SIOUX CITY | Kristin Whitsel slips Slowdown Snail onto her hand and asks her kindergarten class why he's there.
Without hesitation, a little girl answers that the puppet reminds them to slow down and not be so bouncy and talkative.
Whitsel nods her head in agreement.
"He reminds us to slow down and think, think, think about how we treat others," Whitsel said.
In another wing at Sioux City's Spalding Park Elementary School, Tina Buhrman teaches her fifth-graders about supportive behavior through a scenario in which an aunt's playful teasing embarrasses her nephew in front of his friends. She shows her class a picture of a young boy placing a comforting hand on his friend's shoulder.
"By letting other people know you care about them, you can be a better friend," Buhrman tells her students. "You can say, 'It's OK,' and that can make a world of difference."
Both teachers were using a lesson out of Second Step, a social skills program used in the Sioux City Community School District's elementary and middle schools. The district's high schoolers participate in Mentors & Violence Prevention, or MVP. Both programs offer age-appropriate discussions on how to respond to bullying and harassment and treat others respectfully.

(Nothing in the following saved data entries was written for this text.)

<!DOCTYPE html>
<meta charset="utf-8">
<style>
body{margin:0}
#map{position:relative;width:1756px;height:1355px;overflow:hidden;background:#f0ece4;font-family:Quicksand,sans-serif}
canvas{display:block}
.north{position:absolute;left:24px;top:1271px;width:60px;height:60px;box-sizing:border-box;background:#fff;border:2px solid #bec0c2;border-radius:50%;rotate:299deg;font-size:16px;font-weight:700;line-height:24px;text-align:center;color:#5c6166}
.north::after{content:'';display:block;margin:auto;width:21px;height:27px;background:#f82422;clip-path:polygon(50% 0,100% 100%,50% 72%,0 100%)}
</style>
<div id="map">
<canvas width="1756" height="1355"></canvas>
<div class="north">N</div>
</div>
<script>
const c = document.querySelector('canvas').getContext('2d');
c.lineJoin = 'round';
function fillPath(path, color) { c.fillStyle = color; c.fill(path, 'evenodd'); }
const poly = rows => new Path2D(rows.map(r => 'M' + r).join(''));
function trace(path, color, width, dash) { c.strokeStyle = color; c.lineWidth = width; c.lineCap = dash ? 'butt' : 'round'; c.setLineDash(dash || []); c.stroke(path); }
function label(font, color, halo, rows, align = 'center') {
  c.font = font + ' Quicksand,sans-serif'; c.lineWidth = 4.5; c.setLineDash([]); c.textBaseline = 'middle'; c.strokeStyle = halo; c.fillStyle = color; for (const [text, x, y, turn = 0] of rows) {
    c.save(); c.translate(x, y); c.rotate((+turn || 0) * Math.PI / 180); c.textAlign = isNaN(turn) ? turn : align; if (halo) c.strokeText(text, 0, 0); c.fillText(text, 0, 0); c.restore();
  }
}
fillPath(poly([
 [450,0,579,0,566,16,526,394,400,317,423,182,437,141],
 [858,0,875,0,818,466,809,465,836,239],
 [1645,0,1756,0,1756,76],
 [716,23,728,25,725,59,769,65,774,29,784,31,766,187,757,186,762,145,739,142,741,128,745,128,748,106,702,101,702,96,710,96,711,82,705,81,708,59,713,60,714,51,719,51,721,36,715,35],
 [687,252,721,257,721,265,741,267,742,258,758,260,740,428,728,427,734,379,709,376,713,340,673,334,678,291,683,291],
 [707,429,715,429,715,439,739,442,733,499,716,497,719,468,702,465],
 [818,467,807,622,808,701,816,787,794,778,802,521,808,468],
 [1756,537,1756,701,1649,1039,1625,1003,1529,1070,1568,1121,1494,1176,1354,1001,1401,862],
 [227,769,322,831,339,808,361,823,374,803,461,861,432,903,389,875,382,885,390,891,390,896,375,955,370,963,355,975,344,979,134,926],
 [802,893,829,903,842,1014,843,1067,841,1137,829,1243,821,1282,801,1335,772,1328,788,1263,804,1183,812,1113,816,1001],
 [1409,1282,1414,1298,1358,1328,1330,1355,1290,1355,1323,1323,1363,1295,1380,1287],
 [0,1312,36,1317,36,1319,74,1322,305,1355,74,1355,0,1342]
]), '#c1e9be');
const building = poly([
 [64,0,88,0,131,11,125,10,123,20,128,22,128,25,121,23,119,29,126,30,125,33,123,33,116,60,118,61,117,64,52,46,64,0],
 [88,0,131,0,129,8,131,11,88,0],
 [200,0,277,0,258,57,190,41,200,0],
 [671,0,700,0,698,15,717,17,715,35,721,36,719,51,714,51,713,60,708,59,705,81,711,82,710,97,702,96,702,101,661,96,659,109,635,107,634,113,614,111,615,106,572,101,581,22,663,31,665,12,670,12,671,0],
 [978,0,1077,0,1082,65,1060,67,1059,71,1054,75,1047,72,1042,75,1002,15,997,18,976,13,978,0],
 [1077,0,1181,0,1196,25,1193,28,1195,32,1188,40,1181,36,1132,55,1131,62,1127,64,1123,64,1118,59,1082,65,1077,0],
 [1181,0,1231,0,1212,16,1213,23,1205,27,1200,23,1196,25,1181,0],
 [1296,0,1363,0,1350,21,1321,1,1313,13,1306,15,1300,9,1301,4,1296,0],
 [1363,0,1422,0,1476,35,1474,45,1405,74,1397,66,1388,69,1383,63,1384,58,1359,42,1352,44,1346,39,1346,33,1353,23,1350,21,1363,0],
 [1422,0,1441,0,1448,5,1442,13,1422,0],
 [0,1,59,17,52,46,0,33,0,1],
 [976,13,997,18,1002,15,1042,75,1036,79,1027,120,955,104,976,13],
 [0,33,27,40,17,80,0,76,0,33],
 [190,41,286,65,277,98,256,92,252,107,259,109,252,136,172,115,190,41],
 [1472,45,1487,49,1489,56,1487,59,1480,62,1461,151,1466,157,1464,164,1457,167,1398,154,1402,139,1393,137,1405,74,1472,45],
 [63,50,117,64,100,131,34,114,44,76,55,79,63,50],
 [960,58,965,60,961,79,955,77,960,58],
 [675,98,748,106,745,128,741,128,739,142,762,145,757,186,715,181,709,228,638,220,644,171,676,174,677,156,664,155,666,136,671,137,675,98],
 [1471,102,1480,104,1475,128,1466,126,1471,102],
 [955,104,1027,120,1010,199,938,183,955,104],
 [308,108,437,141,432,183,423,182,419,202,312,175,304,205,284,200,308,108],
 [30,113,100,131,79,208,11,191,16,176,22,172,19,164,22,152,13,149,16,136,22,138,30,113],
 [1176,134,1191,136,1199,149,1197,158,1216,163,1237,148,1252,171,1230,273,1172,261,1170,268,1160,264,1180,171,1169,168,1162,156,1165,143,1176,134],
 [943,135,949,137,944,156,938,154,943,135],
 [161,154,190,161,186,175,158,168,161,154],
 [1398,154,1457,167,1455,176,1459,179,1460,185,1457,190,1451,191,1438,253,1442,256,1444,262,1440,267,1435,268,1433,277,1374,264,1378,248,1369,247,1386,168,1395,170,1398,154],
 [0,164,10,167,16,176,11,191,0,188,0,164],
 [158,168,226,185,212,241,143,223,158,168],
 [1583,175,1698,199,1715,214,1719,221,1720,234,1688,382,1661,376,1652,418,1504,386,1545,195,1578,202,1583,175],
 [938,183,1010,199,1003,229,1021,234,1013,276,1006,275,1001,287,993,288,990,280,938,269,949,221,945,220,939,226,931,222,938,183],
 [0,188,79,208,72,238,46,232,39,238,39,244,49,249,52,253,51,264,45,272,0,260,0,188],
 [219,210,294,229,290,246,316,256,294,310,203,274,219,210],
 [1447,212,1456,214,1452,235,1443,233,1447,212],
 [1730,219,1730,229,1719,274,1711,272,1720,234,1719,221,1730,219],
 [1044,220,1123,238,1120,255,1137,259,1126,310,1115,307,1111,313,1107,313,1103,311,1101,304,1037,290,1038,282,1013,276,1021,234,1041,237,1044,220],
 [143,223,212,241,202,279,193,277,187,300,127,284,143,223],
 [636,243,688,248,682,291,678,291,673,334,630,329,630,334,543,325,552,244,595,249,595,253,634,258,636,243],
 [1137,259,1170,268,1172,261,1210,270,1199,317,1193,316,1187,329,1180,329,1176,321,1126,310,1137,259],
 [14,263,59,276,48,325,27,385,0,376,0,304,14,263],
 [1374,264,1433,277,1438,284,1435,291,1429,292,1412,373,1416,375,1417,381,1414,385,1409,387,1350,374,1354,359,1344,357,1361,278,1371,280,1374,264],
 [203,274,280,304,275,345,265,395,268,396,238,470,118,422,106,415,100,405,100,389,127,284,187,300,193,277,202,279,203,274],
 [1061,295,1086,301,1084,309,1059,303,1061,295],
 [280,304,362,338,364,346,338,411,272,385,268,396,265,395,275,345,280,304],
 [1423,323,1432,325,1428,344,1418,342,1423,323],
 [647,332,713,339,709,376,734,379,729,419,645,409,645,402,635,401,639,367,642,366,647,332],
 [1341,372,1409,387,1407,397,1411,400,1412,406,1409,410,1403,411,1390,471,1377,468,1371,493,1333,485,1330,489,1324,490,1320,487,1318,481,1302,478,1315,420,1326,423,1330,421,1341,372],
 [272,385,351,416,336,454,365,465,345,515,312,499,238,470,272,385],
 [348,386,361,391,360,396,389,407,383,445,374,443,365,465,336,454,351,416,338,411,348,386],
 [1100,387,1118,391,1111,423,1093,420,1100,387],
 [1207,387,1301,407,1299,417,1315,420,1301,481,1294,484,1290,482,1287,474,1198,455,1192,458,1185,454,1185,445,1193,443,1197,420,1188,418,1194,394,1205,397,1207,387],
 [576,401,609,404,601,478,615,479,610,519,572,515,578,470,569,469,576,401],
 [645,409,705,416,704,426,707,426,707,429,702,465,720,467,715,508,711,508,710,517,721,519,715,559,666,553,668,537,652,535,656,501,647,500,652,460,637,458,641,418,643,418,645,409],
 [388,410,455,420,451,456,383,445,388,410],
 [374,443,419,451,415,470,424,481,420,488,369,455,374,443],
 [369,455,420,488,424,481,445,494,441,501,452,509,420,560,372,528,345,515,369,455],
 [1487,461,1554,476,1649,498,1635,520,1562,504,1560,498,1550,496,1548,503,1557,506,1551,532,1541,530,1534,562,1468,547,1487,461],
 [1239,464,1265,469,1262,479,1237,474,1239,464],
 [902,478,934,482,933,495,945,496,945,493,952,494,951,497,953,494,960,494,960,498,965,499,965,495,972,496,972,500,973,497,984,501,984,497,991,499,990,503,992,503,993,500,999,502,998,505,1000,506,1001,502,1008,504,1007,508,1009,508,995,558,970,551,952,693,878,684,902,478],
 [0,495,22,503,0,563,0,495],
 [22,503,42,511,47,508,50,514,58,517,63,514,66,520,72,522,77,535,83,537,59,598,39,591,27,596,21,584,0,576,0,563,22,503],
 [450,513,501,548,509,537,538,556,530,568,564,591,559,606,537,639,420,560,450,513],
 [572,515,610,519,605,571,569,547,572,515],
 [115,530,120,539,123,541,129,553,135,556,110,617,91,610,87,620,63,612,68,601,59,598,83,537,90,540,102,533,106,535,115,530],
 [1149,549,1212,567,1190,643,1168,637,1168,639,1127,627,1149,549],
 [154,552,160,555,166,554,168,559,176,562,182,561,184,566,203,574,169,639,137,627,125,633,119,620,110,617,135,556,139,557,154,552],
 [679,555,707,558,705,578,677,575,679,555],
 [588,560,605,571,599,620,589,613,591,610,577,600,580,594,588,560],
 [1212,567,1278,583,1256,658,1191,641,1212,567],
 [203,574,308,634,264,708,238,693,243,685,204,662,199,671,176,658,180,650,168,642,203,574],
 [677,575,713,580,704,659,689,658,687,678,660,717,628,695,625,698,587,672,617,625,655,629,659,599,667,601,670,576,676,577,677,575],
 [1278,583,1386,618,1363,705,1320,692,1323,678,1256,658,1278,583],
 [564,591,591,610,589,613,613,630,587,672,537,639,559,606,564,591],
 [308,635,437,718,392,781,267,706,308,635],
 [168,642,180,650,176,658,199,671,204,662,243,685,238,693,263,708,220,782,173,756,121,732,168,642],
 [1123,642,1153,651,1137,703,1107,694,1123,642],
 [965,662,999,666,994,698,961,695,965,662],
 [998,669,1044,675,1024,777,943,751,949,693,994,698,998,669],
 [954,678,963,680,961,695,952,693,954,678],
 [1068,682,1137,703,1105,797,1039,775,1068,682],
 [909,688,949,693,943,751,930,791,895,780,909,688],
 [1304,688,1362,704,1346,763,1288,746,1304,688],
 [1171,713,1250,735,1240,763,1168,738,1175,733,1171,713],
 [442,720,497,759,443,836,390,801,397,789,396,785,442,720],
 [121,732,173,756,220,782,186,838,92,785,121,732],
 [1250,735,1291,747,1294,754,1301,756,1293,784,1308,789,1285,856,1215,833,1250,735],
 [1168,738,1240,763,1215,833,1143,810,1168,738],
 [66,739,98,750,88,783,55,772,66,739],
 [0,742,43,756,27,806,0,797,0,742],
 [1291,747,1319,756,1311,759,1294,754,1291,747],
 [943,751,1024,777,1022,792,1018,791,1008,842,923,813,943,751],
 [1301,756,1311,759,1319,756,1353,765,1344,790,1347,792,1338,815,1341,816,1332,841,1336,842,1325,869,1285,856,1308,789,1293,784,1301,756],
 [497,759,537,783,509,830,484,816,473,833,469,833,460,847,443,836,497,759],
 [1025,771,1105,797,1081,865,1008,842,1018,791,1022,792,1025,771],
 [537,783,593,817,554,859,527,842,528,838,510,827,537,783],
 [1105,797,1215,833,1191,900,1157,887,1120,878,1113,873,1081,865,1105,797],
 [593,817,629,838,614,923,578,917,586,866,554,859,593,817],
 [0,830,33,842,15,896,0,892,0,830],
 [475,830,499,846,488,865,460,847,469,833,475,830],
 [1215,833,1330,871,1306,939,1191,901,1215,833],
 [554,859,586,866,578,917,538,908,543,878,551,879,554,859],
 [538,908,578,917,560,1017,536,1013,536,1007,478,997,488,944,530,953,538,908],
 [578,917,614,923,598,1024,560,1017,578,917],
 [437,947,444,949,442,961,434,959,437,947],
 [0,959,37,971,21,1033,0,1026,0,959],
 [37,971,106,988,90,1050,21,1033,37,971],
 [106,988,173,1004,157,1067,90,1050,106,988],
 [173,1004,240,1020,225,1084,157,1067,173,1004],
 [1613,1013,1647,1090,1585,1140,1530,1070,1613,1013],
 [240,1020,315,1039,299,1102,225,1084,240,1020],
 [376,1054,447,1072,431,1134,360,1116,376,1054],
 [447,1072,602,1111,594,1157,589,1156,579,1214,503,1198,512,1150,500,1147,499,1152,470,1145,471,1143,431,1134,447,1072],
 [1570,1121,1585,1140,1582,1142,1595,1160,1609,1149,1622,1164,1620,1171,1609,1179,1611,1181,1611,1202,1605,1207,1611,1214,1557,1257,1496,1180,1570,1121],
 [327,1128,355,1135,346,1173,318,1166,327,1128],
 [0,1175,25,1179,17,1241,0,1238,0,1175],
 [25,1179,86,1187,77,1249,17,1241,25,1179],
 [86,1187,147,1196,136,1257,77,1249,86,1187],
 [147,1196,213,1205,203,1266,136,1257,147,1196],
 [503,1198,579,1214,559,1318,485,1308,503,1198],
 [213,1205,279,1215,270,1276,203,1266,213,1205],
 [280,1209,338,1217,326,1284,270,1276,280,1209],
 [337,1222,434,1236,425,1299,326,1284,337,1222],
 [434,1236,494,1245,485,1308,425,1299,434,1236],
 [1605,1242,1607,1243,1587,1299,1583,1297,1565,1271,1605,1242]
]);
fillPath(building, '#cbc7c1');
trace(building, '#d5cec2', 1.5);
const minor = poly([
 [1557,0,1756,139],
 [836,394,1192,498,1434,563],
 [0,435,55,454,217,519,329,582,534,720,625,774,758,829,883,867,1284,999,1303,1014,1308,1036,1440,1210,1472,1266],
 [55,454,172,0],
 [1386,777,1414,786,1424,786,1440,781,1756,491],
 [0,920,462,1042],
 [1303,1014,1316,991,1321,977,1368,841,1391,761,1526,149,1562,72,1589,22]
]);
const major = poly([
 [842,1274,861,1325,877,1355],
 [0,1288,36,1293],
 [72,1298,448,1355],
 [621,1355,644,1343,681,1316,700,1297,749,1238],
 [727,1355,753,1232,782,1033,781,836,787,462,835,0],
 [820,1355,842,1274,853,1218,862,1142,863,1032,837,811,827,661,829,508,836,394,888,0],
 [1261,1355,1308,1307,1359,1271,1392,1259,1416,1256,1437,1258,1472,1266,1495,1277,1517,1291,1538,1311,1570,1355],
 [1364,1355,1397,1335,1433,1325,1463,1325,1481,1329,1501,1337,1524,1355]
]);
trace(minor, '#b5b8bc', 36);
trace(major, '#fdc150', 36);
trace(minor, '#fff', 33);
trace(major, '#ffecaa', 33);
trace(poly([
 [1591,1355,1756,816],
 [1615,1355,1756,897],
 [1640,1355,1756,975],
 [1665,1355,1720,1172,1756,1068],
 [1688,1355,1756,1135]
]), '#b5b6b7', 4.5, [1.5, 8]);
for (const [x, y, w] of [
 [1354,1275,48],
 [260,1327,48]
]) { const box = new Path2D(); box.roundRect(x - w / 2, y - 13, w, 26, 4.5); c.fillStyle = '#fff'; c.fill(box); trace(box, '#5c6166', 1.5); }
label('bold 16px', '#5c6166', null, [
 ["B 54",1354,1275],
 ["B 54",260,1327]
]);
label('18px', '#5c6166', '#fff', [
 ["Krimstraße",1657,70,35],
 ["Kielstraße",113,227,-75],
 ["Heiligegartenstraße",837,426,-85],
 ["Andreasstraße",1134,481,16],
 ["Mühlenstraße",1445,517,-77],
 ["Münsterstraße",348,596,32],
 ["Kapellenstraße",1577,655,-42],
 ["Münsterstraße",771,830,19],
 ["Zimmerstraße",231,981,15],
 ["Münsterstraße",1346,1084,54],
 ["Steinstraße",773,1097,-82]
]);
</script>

The programs illustrate what all schools face: the challenge to offer bullying prevention education that students at every grade level can understand. The best way to tackle bullying isn't necessarily gathering students of all ages into a gymnasium to listen to a speaker.
"I think schools really want and need more guidance on what is helpful. Really, what's important is that whatever work is done, it is done in a way that gets at good practices in bullying prevention," said Penny Bisignano, an Iowa Department of Education consultant specializing in bullying prevention and intervention.
Sioux City's elementary school students begin with the basics. Kindergarteners start with how to be quiet and listen. As students advance through elementary school into middle school, weekly lessons focus on more advanced concepts such as empathy and how to handle emotions. At each grade level, scenarios are presented to help illustrate the lesson.
Marilyn Charging, the district's director of pupil services and equity, said Second Step builds on those skills from year to year. Using a program geared toward each specific grade level makes it easier for kids to understand.
"I think this was really good because it was age-appropriate," Charging said. "I think it's easier to address in elementary."
Jim Vanderloo, Sioux City's director of secondary education, said the MVP program addresses situations specific to high school students.
"These conversations are high school conversations. You would not see these conversations at the elementary school level," he said.
Not all schools have the resources of a large district such as Sioux City's. Administrators in smaller districts find ways to stretch their dollars while providing programming that reaches students at all grade levels.
"We try to find speakers and presenters that can hit all age groups," said Scott Bailey, superintendent at Kingsley-Pierson Community School District in rural Plymouth County.
Bailey said his district strives to provide age-appropriate programming. This year, the district implemented a new program of adviser/advisee groups that meet 15 minutes each day and are led by staff members.
"I think our staff has been very positive with things we've been doing," Bailey said.
That adult/staff component is key to whichever route schools take to address bullying and harassment, Bisignano said. Before any action can be taken, a school's staff must be trained to recognize what bullying is and isn't and how to intervene when it occurs.
"I think we're still working across the state to get that across," Bisignano said.
Vanderloo said the MVP program hasn't eliminated bullying but that it has helped students and faculty members deal with and reduce problematic behavior. School administrators continue to seek ways to reach more students and educate their staffs.
"We look at what needs we have and aren't being met and address it accordingly," Vanderloo said. "The goal is to have better behavior."